Parenting is HARD
My kids are 11 and 13. We had a patch of very smooth sailing for a while and I, stupidly, became accustomed to it. God always seems to give us a reprieve after a tough stretch. It’s just what a good Daddy does! We deal with stuff, make mistakes, learn lessons, grow and then we are rewarded with smooth waters, sunny days and Old Navy sales! The kids behave, the hubby doesn’t complain and the house says somewhat clean.

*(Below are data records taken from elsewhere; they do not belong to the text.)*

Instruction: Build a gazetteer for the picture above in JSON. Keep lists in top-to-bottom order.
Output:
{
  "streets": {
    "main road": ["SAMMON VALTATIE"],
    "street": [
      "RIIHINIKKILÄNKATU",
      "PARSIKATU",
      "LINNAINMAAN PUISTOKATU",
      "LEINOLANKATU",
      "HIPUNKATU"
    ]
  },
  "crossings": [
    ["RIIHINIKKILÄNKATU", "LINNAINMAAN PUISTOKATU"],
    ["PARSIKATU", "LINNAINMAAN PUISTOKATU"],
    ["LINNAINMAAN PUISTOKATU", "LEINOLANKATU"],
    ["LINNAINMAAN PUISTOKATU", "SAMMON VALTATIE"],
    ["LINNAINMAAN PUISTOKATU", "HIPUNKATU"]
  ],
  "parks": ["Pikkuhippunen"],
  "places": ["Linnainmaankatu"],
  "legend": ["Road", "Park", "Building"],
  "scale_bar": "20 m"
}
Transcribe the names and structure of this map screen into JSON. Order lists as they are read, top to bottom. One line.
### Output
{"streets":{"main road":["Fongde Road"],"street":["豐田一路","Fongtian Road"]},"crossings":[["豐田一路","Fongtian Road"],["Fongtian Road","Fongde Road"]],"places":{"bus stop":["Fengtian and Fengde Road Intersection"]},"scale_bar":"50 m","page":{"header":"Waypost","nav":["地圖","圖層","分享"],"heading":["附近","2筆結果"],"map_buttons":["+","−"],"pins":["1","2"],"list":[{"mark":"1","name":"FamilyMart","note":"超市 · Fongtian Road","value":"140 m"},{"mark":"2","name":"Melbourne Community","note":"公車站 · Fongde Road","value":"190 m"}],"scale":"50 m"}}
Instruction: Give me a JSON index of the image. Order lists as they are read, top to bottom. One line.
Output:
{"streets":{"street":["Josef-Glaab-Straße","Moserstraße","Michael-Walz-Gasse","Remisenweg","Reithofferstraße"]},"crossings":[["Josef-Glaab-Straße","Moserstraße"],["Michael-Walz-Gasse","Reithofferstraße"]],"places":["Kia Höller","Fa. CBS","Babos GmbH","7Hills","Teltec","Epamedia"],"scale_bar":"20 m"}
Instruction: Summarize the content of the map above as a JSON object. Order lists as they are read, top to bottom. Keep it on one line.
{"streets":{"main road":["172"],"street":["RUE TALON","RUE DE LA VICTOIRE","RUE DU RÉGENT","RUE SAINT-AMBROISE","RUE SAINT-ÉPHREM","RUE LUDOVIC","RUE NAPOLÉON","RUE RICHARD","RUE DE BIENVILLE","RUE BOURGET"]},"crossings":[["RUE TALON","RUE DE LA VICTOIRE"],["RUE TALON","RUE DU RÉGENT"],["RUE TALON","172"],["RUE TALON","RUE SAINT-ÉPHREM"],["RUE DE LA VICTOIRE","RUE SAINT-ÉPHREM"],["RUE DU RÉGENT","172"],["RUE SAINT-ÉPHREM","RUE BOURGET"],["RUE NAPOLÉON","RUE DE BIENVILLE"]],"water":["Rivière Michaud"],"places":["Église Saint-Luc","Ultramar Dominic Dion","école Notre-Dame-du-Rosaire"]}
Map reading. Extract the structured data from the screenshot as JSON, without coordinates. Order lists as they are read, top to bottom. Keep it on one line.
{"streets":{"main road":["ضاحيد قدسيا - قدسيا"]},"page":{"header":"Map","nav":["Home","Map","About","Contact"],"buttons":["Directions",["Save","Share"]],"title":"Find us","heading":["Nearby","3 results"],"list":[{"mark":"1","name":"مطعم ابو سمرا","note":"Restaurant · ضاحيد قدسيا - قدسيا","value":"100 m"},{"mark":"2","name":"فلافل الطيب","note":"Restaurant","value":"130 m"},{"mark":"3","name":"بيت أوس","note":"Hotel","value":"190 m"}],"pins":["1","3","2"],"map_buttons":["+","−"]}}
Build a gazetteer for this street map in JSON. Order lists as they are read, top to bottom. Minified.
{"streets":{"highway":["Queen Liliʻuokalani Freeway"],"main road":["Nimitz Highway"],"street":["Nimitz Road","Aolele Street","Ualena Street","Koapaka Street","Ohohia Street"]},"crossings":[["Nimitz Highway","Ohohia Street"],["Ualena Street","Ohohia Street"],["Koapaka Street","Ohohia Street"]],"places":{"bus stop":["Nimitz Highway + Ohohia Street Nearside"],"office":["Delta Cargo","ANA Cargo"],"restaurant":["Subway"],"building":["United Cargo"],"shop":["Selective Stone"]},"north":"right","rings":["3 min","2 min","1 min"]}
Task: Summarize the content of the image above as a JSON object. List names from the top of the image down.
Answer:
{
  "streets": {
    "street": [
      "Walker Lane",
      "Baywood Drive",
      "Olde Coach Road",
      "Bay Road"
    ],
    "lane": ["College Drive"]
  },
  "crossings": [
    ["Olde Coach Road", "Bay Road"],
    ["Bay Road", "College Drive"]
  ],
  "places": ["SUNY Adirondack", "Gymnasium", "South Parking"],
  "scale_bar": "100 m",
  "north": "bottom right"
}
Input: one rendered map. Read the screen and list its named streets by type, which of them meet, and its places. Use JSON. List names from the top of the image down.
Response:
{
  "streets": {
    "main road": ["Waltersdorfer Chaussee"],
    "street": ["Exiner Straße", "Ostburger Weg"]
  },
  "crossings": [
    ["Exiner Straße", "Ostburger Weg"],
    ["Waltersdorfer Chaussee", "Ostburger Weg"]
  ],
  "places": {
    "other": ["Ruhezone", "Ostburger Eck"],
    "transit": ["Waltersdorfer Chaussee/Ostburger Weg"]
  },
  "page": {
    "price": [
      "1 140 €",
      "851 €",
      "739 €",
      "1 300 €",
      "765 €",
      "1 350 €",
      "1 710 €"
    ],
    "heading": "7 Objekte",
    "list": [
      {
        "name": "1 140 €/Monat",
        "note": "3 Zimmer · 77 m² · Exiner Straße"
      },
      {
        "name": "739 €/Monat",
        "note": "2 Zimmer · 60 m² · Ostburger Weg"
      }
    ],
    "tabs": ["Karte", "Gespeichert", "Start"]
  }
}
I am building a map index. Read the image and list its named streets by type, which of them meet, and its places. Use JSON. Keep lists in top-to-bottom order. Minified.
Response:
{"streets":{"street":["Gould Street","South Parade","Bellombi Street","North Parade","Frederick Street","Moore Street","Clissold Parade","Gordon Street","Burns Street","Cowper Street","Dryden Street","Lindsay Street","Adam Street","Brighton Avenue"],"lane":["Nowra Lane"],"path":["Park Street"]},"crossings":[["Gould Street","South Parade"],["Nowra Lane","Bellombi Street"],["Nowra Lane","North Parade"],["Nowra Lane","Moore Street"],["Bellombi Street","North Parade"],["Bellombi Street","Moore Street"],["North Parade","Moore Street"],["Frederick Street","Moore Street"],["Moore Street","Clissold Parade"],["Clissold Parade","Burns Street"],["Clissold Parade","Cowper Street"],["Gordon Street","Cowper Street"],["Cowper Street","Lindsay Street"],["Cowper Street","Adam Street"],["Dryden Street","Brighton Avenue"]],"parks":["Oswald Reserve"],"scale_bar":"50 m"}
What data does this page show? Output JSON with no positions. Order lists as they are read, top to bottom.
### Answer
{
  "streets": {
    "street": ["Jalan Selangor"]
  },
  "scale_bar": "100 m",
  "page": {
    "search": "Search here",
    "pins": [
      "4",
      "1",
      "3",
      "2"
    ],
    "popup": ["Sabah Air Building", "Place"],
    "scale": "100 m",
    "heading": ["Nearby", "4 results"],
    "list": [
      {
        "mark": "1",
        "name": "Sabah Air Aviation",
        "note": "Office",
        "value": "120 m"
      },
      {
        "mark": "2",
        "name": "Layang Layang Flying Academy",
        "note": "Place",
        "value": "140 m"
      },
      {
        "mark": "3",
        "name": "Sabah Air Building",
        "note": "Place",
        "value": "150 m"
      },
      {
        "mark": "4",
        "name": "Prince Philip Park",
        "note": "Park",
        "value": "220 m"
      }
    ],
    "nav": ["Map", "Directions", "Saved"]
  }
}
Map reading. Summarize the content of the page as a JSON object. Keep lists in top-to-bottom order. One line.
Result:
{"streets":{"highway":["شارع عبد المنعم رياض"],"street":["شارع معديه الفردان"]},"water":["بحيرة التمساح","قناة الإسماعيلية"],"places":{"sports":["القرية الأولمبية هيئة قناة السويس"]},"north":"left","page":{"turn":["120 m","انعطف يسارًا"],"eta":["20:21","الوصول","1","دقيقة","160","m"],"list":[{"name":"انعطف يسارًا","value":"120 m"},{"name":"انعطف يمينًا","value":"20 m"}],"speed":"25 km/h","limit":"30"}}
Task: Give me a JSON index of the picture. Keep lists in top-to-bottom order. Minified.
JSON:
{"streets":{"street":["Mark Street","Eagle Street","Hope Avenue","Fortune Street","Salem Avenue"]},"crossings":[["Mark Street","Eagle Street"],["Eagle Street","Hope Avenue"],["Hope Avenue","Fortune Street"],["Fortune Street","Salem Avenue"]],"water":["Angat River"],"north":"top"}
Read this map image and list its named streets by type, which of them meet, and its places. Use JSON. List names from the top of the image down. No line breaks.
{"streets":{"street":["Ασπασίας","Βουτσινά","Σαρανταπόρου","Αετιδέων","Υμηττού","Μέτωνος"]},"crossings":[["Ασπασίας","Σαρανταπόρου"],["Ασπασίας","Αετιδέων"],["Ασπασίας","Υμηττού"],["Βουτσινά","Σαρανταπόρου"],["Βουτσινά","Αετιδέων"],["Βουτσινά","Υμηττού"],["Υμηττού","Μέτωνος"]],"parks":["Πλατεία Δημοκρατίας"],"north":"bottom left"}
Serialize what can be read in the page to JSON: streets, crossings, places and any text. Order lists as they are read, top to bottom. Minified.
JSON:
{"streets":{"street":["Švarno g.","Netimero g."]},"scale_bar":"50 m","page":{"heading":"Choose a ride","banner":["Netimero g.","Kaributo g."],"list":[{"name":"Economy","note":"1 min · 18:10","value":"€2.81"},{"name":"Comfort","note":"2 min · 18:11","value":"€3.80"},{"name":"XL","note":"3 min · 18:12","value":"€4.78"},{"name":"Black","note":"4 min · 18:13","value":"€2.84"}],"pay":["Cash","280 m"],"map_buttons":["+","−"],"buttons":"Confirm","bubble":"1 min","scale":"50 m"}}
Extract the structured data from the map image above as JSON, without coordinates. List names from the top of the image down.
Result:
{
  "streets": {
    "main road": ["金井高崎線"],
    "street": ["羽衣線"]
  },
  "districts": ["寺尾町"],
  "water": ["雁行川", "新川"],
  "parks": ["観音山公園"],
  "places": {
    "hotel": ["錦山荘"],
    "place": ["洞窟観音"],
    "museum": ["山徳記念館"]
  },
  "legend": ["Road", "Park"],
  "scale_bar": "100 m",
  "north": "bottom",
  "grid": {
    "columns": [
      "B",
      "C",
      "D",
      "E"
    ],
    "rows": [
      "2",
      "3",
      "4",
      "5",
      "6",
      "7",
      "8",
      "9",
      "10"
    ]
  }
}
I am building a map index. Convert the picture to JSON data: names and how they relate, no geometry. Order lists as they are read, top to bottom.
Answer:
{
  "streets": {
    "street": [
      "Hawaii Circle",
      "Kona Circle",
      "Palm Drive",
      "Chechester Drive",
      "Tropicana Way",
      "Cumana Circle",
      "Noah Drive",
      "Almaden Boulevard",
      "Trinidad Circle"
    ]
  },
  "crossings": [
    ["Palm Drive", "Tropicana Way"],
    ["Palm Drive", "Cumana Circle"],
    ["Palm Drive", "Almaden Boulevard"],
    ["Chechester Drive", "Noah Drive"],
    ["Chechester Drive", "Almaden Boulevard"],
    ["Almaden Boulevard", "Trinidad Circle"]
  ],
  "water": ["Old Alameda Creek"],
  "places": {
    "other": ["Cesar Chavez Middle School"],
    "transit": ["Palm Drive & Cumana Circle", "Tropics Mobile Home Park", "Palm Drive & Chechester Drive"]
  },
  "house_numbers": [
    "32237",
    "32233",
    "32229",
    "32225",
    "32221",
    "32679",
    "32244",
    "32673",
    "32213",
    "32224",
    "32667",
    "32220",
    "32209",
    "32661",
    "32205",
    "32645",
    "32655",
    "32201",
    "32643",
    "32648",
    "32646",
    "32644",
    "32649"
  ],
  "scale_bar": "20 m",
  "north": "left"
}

It’s usually just about the time that I settle into a comfort zone that something throws a wrench into the works. This time, I blame puberty. Hormones, mood swings, drama and all of those fun things that I recall putting my own mother through as a teenager. Granted, my daughter is only 11 but I can tell it’s almost “that time.”
We’re buying makeup, bras and even maxi pads (just to have them…just in case). We’ve discussed puberty, periods and procreation. All of those things that, as parents, we dread. It’s awkward and clinical and never easy to approach. We discuss all things with honesty and truth. My kids know that I was a slut, a burnout, an alcoholic, addicted to pills and more things about me than I care to mention here. We want them to know that we understand things and have been through things and aren’t as old as they think we are. My prayer and hope is that it will keep the lines of communication open as we travel through the teenage years.
Why I Suck as a Parent
I have a million (and one) excuses why I act the way I do. Illness, stress, lack of sleep, etc. But really, there is no excuse. I act the very way that I forbid my kids to act. I get mad, I reach my limit, I boil over and BOOM!!! I scream and yell and cuss and cry and throw things and have big huge, adult-sized hissy fits. It’s not pretty and I am not proud of it. But, I also apologize and promise to do better. I had been doing great…until this whole puberty thing happened. I can’t tolerate the roller coaster of emotions and the fact that my daughter acts JUST LIKE I DID!!!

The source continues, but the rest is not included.